The lights on the Air Canada dashboard point to a vigorous resumption of air travel. Soaring fuel prices and rising interest rates do not seem to be worrying management at this time.
Air Canada President and CEO Michael Rousseau said he was “very optimistic” about growth prospects for the next few quarters and the medium term, during a conference call to discuss results quarterly. “Air traffic is back, revenues are growing and our financial situation, including our cash flow, is very strong,” he summarizes.
Sign of the anticipated recovery, the liability for tickets sold in advance is now at a higher level than before the pandemic. This figure is 5% higher in the first quarter than in the same period in 2019. “This is the first time that this threshold has been crossed since the start of the pandemic”, underlines Tim James, of TD Securities.

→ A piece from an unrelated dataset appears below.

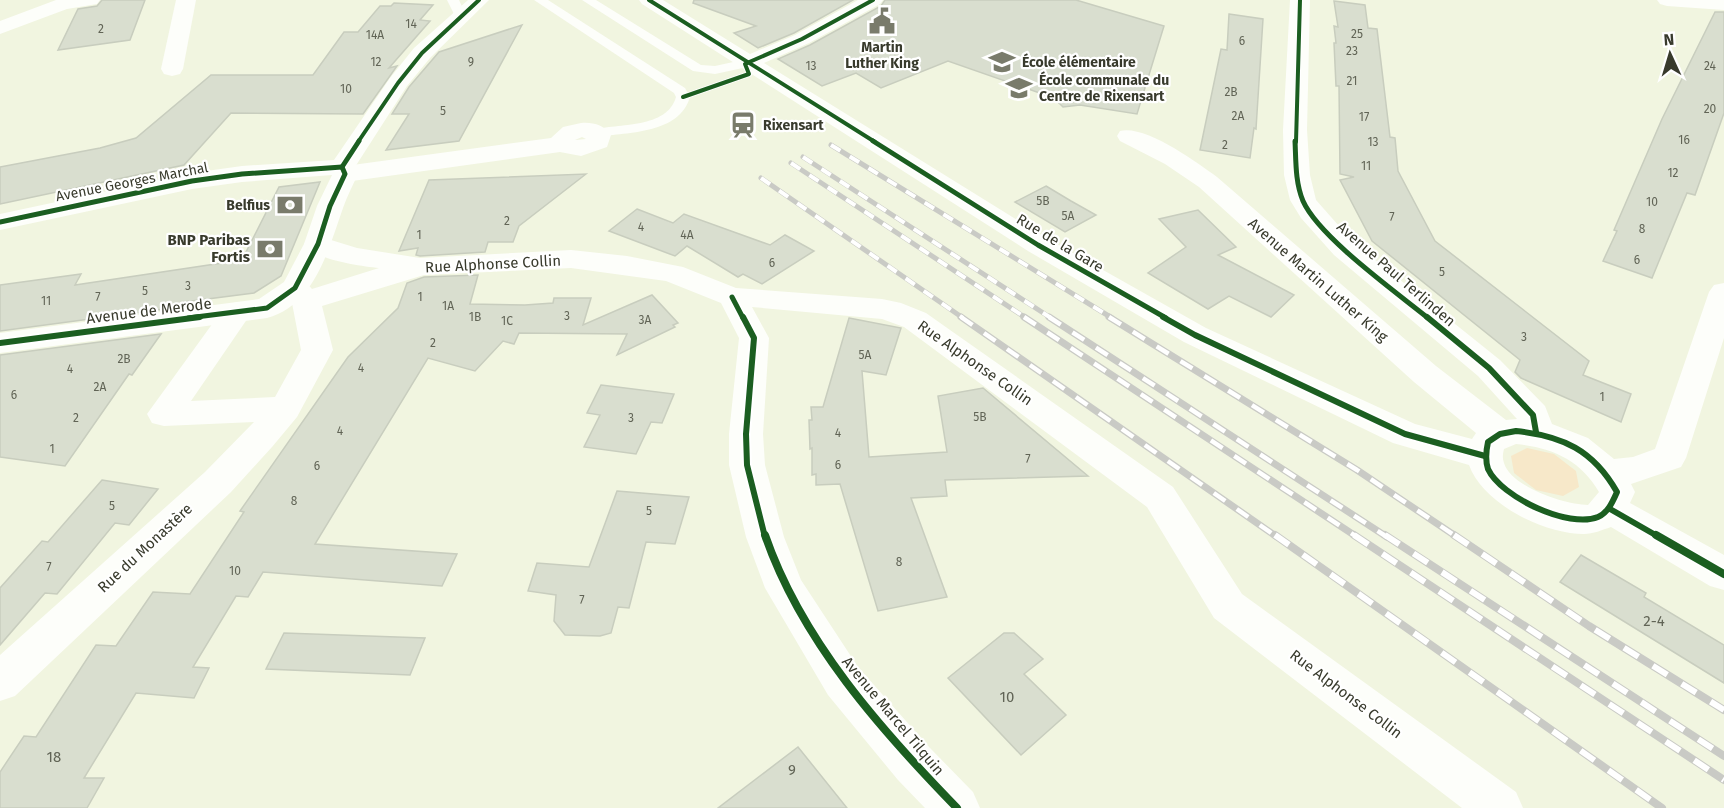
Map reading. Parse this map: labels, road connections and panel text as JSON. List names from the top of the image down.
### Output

Asked about the effect of rising fuel prices on demand, management did not seem to be worried about it for the moment. Mr. Rousseau mentioned that the price of fuel had not been so volatile since the financial crisis of 2008 and that it was difficult to predict the effect on demand. He pointed out, however, that demand still seemed to be in catch-up mode after two years of the pandemic that put many travelers’ plans on ice.
Fewer business trips
The head of commercial affairs, Lucie Guillemette, clarified that the Montreal company has several tools at its disposal to generate more revenue per passenger, such as the surcharge for fuel or revenue for additional services. “There is no doubt that for certain segments [de la clientèle] demand could be affected more, but there are still opportunities for us to generate more revenue than just using the base rate. »
The recovery is slower for business travel than tourism, but Mme Guillemette was also optimistic for this segment of activity. Business travel remains about 50% below pre-pandemic levels. It anticipates that the decline will be 40% in May and June. “I think we can reach the 30% to 20% threshold in North America around September or October. »
As with oil, management made relatively optimistic comments about the effect of interest rates on the company’s debt service. Raising interest rates by 1 percentage point would lead to about $45 million in higher debt service on that portion, chief financial officer Amos Kazzaz said. Floating rate receivables represent 27% of Air Canada’s debt, compared to 63% at fixed rate. “In an environment of rising interest rates, we are well protected,” comments Kazzaz.
Reduced loss
Air Canada pared its loss in the first quarter. The Omicron variant disrupted demand early in the year, but management says the rebound in March was strong.
The Montreal-based company’s net loss was $974 million, or $2.72 per diluted share this fiscal year, compared to $1.3 billion, or $3.90 per diluted share in the first quarter of fiscal 2021. Revenues, for their part, reached $2.57 billion in the first quarter of 2022, around three and a half times the result of the corresponding quarter of 2021.
The diluted adjusted loss per share was $2.51, compared to $3.74 at the same date last year.